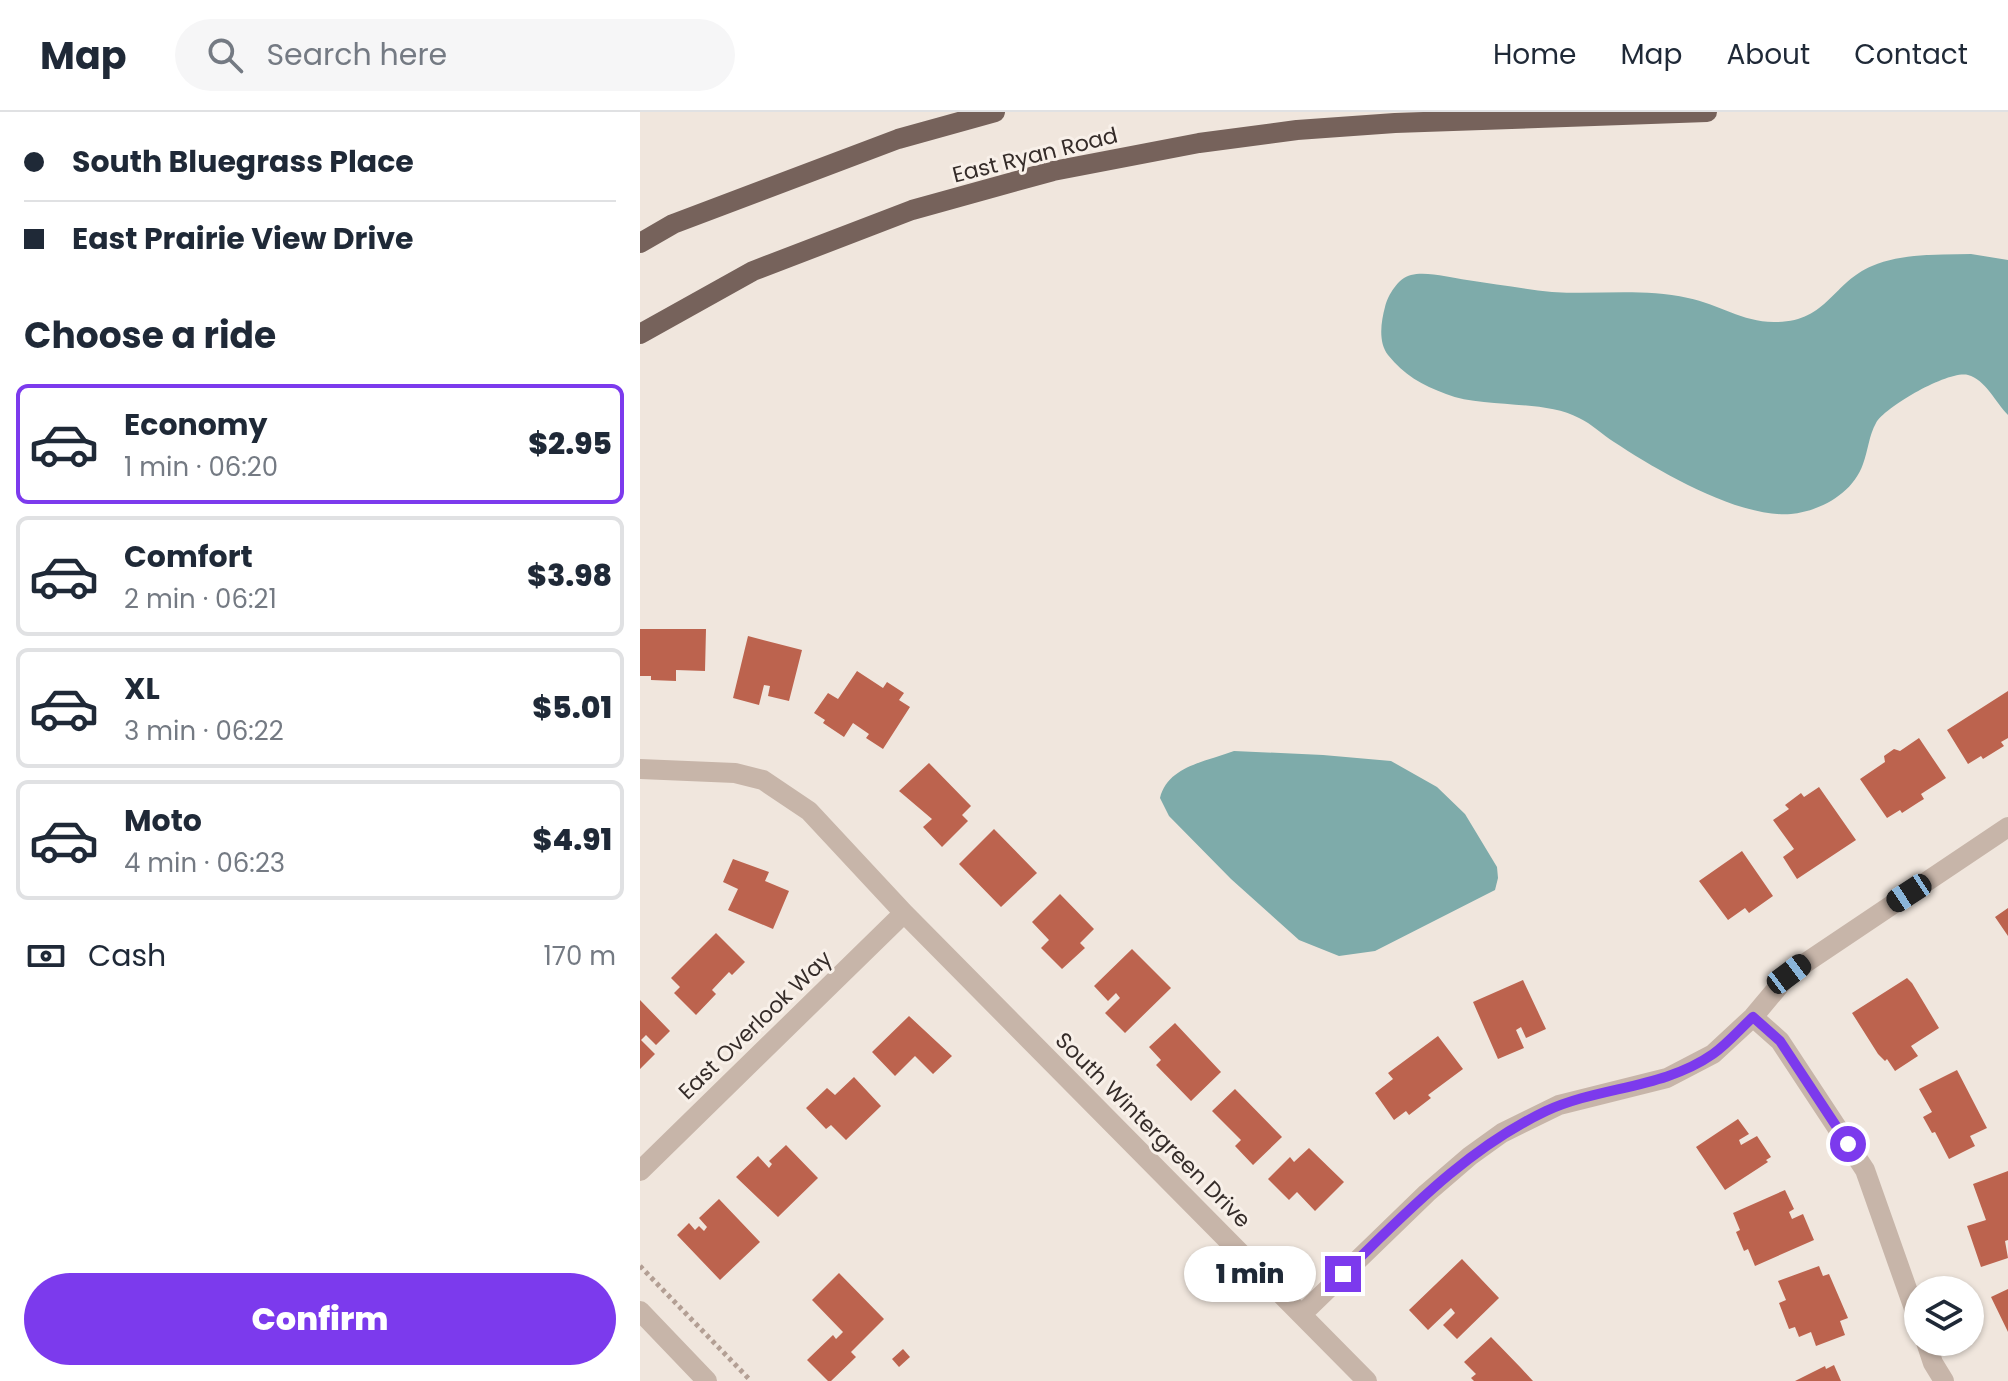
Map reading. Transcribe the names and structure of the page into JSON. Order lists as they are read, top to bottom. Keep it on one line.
{"streets":{"main road":["East Ryan Road"],"street":["East Overlook Way","South Wintergreen Drive"]},"crossings":[["East Overlook Way","South Wintergreen Drive"]],"page":{"header":"Map","search":"Search here","nav":["Home","Map","About","Contact"],"banner":["South Bluegrass Place","East Prairie View Drive"],"heading":"Choose a ride","list":[{"name":"Economy","note":"1 min · 06:20","value":"$2.95"},{"name":"Comfort","note":"2 min · 06:21","value":"$3.98"},{"name":"XL","note":"3 min · 06:22","value":"$5.01"},{"name":"Moto","note":"4 min · 06:23","value":"$4.91"}],"pay":["Cash","170 m"],"bubble":"1 min","buttons":"Confirm"}}
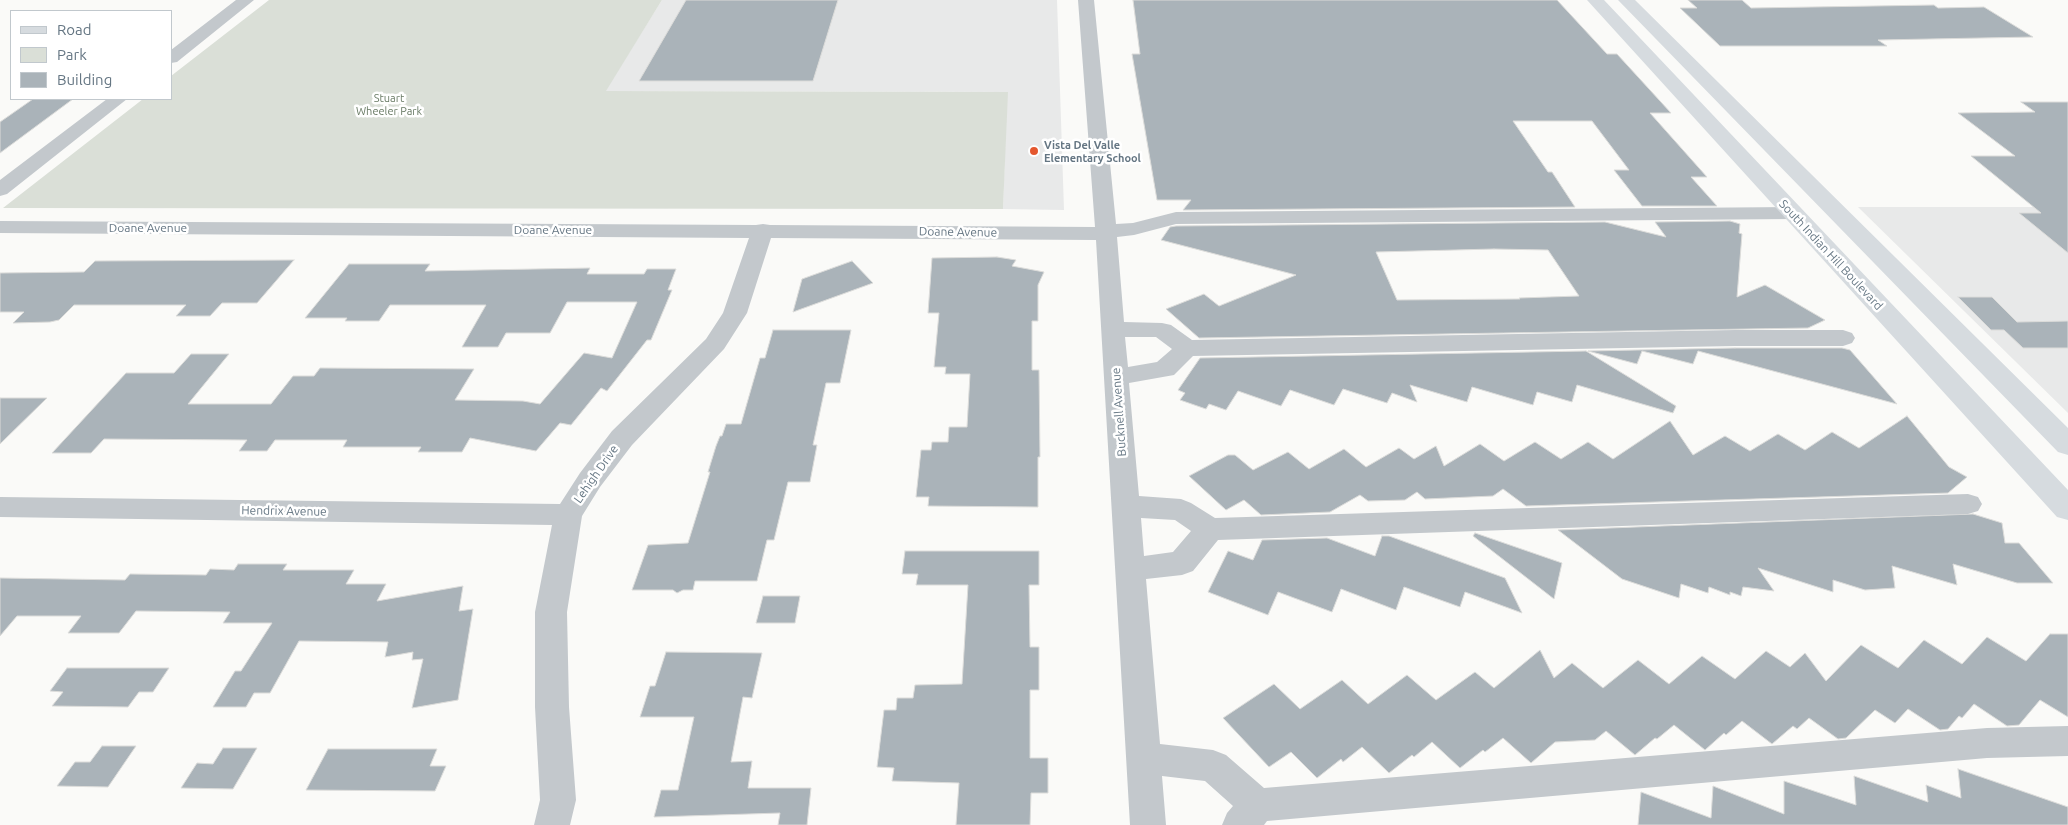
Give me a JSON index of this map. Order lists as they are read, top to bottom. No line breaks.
{"streets":{"main road":["South Indian Hill Boulevard"],"street":["Doane Avenue","Bucknell Avenue","Lehigh Drive","Hendrix Avenue"]},"crossings":[["Doane Avenue","South Indian Hill Boulevard"],["Doane Avenue","Bucknell Avenue"],["Doane Avenue","Lehigh Drive"],["Lehigh Drive","Hendrix Avenue"]],"parks":["Stuart Wheeler Park"],"places":["Vista Del Valle Elementary School"],"legend":["Road","Park","Building"]}
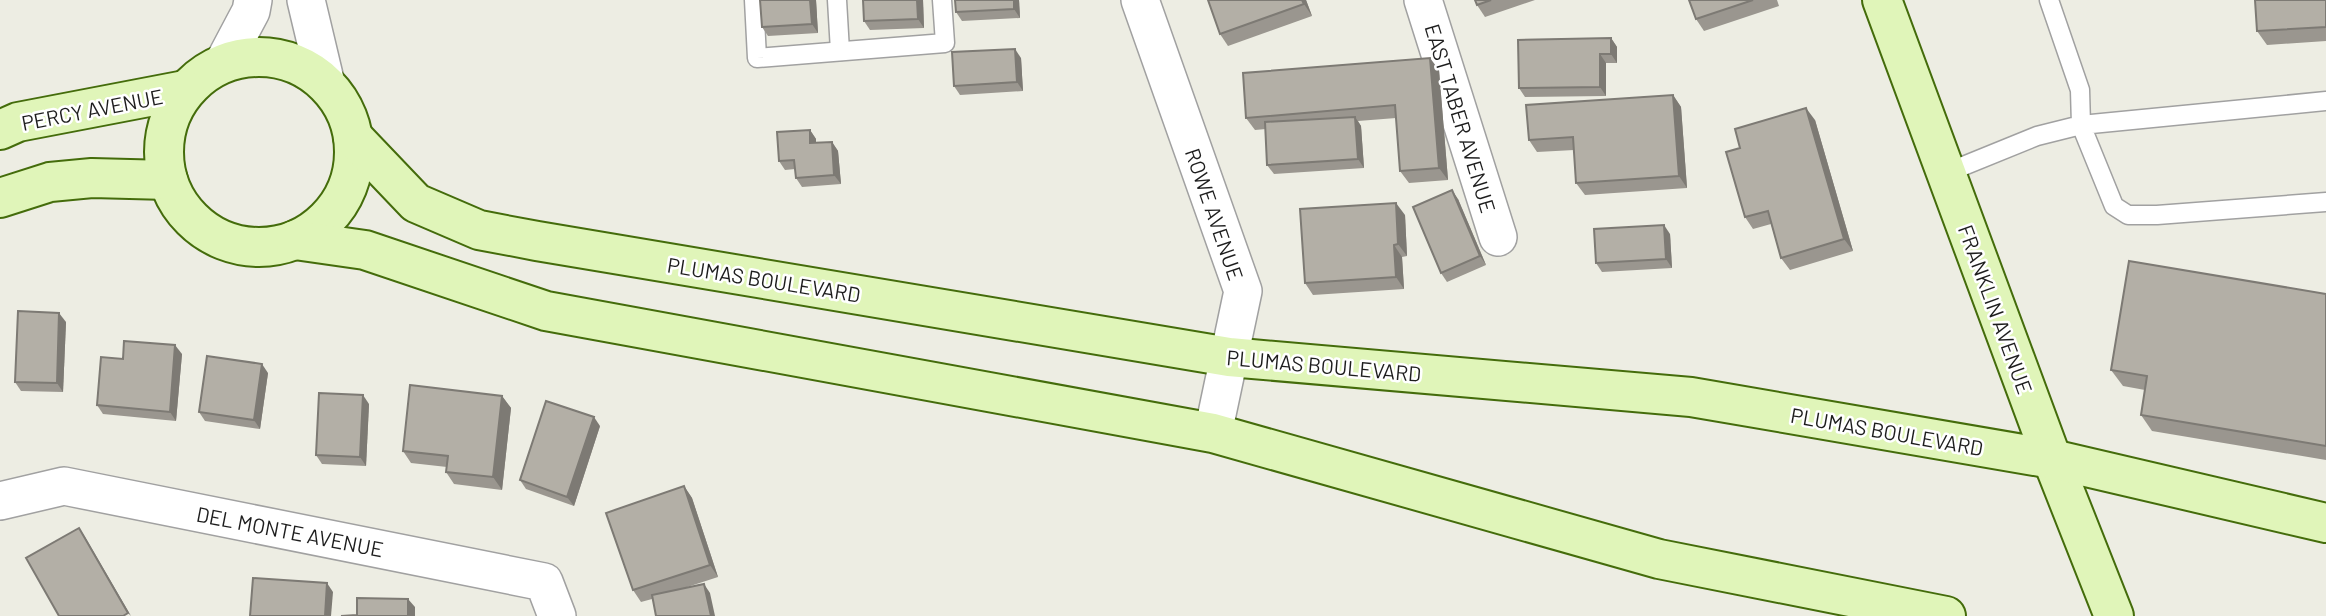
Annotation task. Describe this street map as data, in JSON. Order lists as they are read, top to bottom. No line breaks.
{"streets":{"street":["PERCY AVENUE","EAST TABER AVENUE","ROWE AVENUE","PLUMAS BOULEVARD","FRANKLIN AVENUE","DEL MONTE AVENUE"]},"crossings":[["PERCY AVENUE","PLUMAS BOULEVARD"],["ROWE AVENUE","PLUMAS BOULEVARD"],["PLUMAS BOULEVARD","FRANKLIN AVENUE"]]}
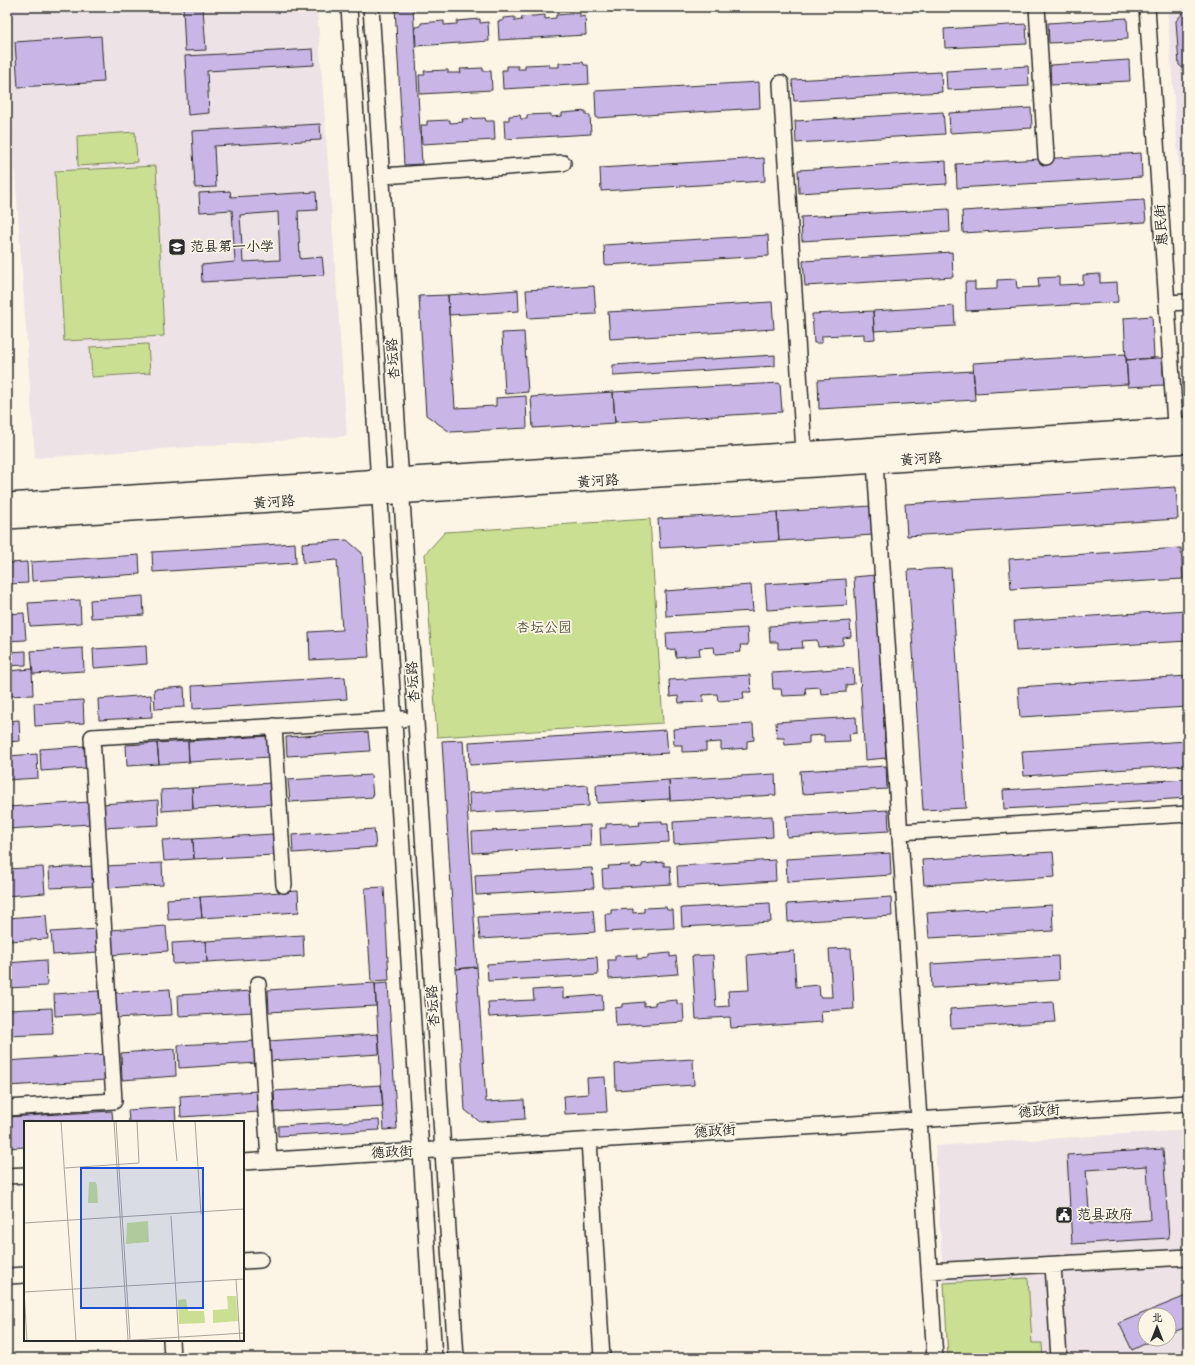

----------

- [The problem]
I would like the data copied exactly as it stands, with no pictures included.

- [Exercise answer]
Map reading. Transcribe the names and structure of the page into JSON. Order lists as they are read, top to bottom. Keep it on one line.
{"streets":{"main road":["East Ryan Road"],"street":["East Overlook Way","South Wintergreen Drive"]},"crossings":[["East Overlook Way","South Wintergreen Drive"]],"page":{"header":"Map","search":"Search here","nav":["Home","Map","About","Contact"],"banner":["South Bluegrass Place","East Prairie View Drive"],"heading":"Choose a ride","list":[{"name":"Economy","note":"1 min · 06:20","value":"$2.95"},{"name":"Comfort","note":"2 min · 06:21","value":"$3.98"},{"name":"XL","note":"3 min · 06:22","value":"$5.01"},{"name":"Moto","note":"4 min · 06:23","value":"$4.91"}],"pay":["Cash","170 m"],"bubble":"1 min","buttons":"Confirm"}}
Give me a JSON index of this map. Order lists as they are read, top to bottom. No line breaks.
{"streets":{"main road":["South Indian Hill Boulevard"],"street":["Doane Avenue","Bucknell Avenue","Lehigh Drive","Hendrix Avenue"]},"crossings":[["Doane Avenue","South Indian Hill Boulevard"],["Doane Avenue","Bucknell Avenue"],["Doane Avenue","Lehigh Drive"],["Lehigh Drive","Hendrix Avenue"]],"parks":["Stuart Wheeler Park"],"places":["Vista Del Valle Elementary School"],"legend":["Road","Park","Building"]}
Annotation task. Describe this street map as data, in JSON. Order lists as they are read, top to bottom. No line breaks.
{"streets":{"street":["PERCY AVENUE","EAST TABER AVENUE","ROWE AVENUE","PLUMAS BOULEVARD","FRANKLIN AVENUE","DEL MONTE AVENUE"]},"crossings":[["PERCY AVENUE","PLUMAS BOULEVARD"],["ROWE AVENUE","PLUMAS BOULEVARD"],["PLUMAS BOULEVARD","FRANKLIN AVENUE"]]}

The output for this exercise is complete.